Densidade

Sir Lucious left foot: the son of Chico Dusty | Big Boi

Postado em Atualizado em

Há mais ou menos 10 anos, o OutKast era praticamente o reino de André 3000. Ele era o rapper de criatividade incansável, o showman hiperativo e destemido, o entertainer que parecia ocultar uma quantidade infinita de ideias alucinadas. O hitmaker. O mágico de circo.

É claro, sim, havia Antwan Patton, o Big Boi. Mas ele não parecia se incomodar muito com a pecha (injusta, veremos a seguir) de vice.

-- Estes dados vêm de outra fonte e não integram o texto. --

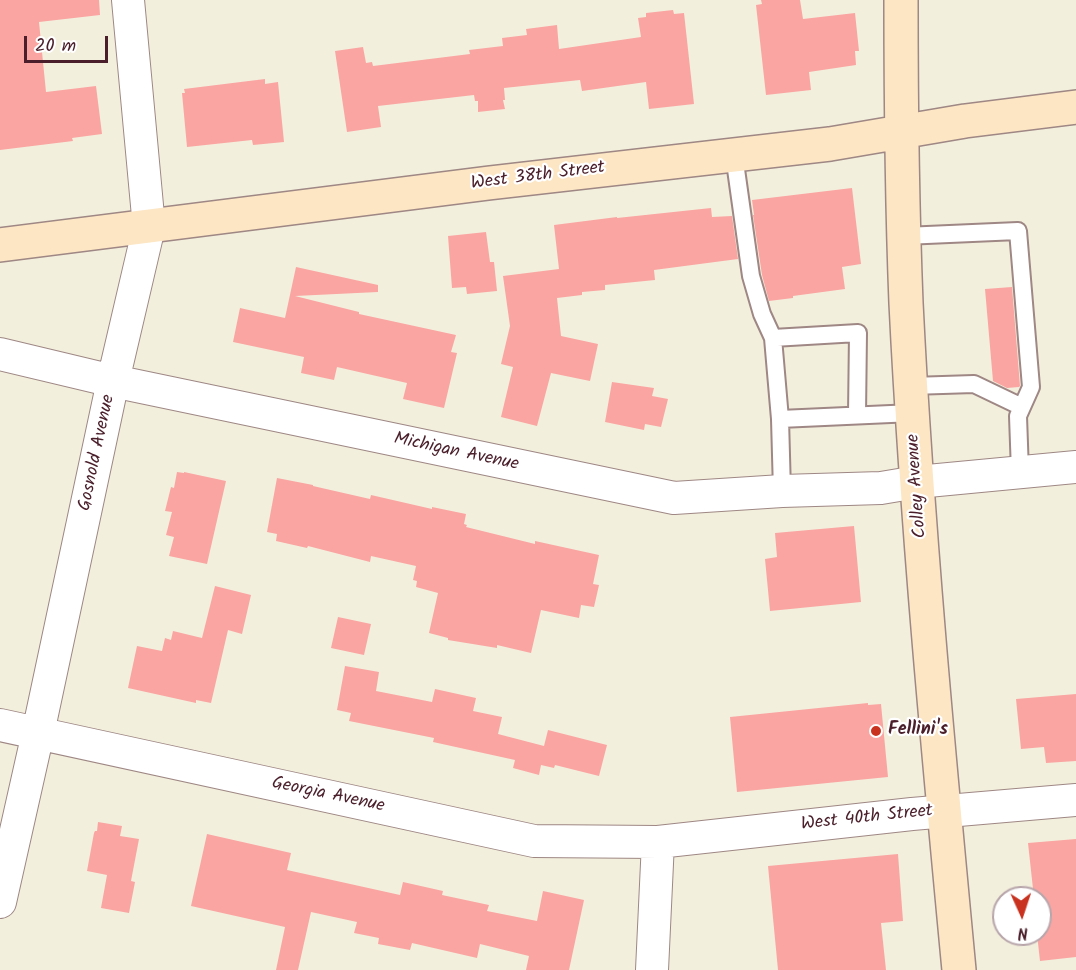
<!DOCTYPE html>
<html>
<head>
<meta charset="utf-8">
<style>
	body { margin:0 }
	#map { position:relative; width:1076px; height:970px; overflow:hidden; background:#f3efdd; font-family:Kalam,sans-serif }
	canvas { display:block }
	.north { position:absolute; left:992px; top:886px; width:60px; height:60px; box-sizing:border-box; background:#fff; border:2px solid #b7a5aa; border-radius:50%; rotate:177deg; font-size:16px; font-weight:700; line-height:24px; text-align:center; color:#4a1f2b }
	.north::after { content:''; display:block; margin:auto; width:21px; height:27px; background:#c8321e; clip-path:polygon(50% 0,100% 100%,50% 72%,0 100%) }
	.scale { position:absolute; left:24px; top:36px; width:84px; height:27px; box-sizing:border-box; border:3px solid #4a1f2b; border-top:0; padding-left:8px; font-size:18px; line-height:21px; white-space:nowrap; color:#4a1f2b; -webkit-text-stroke:4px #fff; paint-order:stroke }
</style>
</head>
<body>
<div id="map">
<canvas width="1076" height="970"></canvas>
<div class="north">N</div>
<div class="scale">20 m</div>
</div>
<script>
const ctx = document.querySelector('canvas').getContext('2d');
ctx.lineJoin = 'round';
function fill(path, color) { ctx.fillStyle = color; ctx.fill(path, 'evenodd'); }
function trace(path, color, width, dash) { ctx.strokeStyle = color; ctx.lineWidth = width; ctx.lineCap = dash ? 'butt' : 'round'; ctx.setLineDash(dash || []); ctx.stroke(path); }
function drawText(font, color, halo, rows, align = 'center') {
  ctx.font = font + ' Kalam,sans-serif'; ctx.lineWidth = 4.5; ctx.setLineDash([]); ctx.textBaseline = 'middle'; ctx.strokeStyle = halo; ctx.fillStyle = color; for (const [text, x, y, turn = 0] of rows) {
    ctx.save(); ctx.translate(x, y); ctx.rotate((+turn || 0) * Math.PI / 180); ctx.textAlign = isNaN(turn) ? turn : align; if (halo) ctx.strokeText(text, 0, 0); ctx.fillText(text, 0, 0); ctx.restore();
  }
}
const building = new Path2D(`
	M0 0H99L100 15 39 22 46 92 96 86 102 134 72 138 73 141 0 150Z
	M761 0H800L803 19 855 13 859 51H855L856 65 809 72 811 90 766 95 756 5 762 4Z
	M673 10 674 14 684 13 694 104 649 109 646 82 582 91 580 80 504 88 505 100H503L505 109 478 112V101H475L474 95 378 106 381 127 347 132 335 51 363 47 366 63 372 62 373 66 470 54 469 50 503 46 502 38 527 35 526 29 557 25 559 49 641 37 638 18 646 17V13Z
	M265 79V84L278 82 284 142 253 145 252 140 187 147 182 93H185L184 89Z
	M852 188 861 264 842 267 845 289 793 296V298L769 301 762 275 753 215H754L752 200Z
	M711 208 712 217 732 216 738 259 654 270 655 280 605 285V290L582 292V295L557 298 561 336 598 344 590 381 551 373 537 426 501 417 513 367 501 364 510 326 503 276 559 269 554 225 617 217V218Z
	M486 232 490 262H494L497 291 467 294 466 287 452 288 448 236Z
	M296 267 378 285V292L295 296 359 312V314L456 335 451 352 457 353 444 408 403 399 407 383 337 367 334 380 301 373 304 357 233 342 240 308 285 318Z
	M1012 287 1020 386 1019 387 1007 388 993 381 985 289Z
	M612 382 654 388 652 396 668 399 661 427 645 424 644 430 605 422Z
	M177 472 184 473V472L226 481 207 564 169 556 174 537 166 535 172 512 165 511 171 487 174 488Z
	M277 478 313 485V486L370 499 371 495 432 509V507L466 514 464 524 467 525 466 527 535 544V541L599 555 593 584 599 585 594 607 581 605 579 618 541 610 531 653 497 645V648L448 640V638L429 633 438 593 416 587 417 581 413 580 416 566 371 556 370 562 308 546 307 548 276 541 277 534 267 532Z
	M854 526 861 602 770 611 765 559 777 557 775 533Z
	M215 586 251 595 242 634 228 630 211 703 196 700V703L128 688 137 646 162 651 165 638 171 640 173 631 202 638Z
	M338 617 371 624 364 655 331 648Z
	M345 666 379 672 376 691 432 702 435 689 476 698 473 711 502 717 498 734 544 746 548 730 607 745 599 776 555 765 554 768 541 765 539 775 513 768 515 760 433 742 434 738 349 721 351 713 337 710Z
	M1076 694V761L1046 763 1044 747 1021 749 1016 699Z
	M868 703V705L881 704 888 777 737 792 730 717Z
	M98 822 122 826 120 836 139 839 131 881 135 882 129 913 101 908 107 875 87 871 94 833 95 831H97Z
	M207 834 291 853 287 870 400 895 403 882 443 891 442 895 489 905 487 911 537 921 543 891 584 900 569 970H526L529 956 480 944 477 958 412 943 410 950 378 944 379 938 354 933 357 922 311 912 298 970H276L285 927 191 906Z
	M1076 839V957L1040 961 1037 934H1040V898H1034L1028 843Z
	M898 854 903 921 881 923 886 970H778L768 866Z`);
const service = new Path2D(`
	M734 155 751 276 762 314 773 338
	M904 236 1018 231 1031 387 1018 416 1020 472
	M911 386 974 384 1022 407
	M780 419 913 413
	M782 491 780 419 773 338 858 333 857 415`);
const minor = new Path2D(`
	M0 354 113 381 674 498 782 491 881 488 917 482 1076 467
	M0 725 534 841 658 842 912 814 1076 800
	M0 902 38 733 113 381 149 227 128 0
	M652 970 658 842`);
const secondary = new Path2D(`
	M901 0C901 101 902 202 906 303 917 526 938 748 959 970
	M0 245 489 183 830 144 965 121 1076 107`);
const markers = [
	[876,731,6,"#c8321e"]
];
const streetNames = [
	["West 38th Street",538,177,-7],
	["Gosnold Avenue",98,453,-78],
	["Michigan Avenue",456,453,12],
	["Colley Avenue",918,486,-94],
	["Georgia Avenue",328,796,12],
	["West 40th Street",867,819,-6]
];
const poiNames = [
	["Fellini's",888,731]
];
fill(building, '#faa5a2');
trace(service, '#9e8784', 20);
trace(minor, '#9e8784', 34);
trace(secondary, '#9e8784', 36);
trace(service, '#fff', 16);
trace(minor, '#fff', 32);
trace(secondary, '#fce6c4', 33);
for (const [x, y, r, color] of markers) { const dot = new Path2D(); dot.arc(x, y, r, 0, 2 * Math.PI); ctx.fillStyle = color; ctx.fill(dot); trace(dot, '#fff', 2); }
drawText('18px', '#4a1f2b', '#fff', streetNames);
drawText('bold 18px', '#4a1f2b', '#fff', poiNames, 'left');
</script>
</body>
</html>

O ápice comercial da dupla (o single Hey ya!, em 2003) se converteu numa medalha dourada para André 3000. Com justiça, aliás: o hit estava no “disco solo” do moço, The love below – que, junto com Speakerboxxx, formava o quinto álbum do OutKast.

Lembro muito bem de quando aquele disco duplo (uma joia) foi lançado. Em um primeiro momento, a impressão era de que todos estavam enfeitiçados por The love below, a face mais sortida (fortemente influenciada por Prince, mas também por eletrônica, soul music e até space rock).

Mas, com o passar do tempo, começou a aparecer uma onda favorável a Speakerboxxx, um projeto menos feérico, um “álbum de hip-hop” quase típico. Há quem diga que é um disco mais sólido, duradouro, que vai nos conquistando mesmo quando a poeira baixa.

Eu, honestamente, não tenho um favorito. Eles se completam, como costumam dizer.

Acredito que mora aí, nesse contraste, a principal diferença entre André 3000 e Big Boi (e a razão da crise do OutKast): enquanto André procura o impacto imediato e o susto (daí o crossover com o pop e o rock), Big Boi prefere a criação lenta e firme a partir de elementos do hip-hop, do funk e da soul music. São dois humores.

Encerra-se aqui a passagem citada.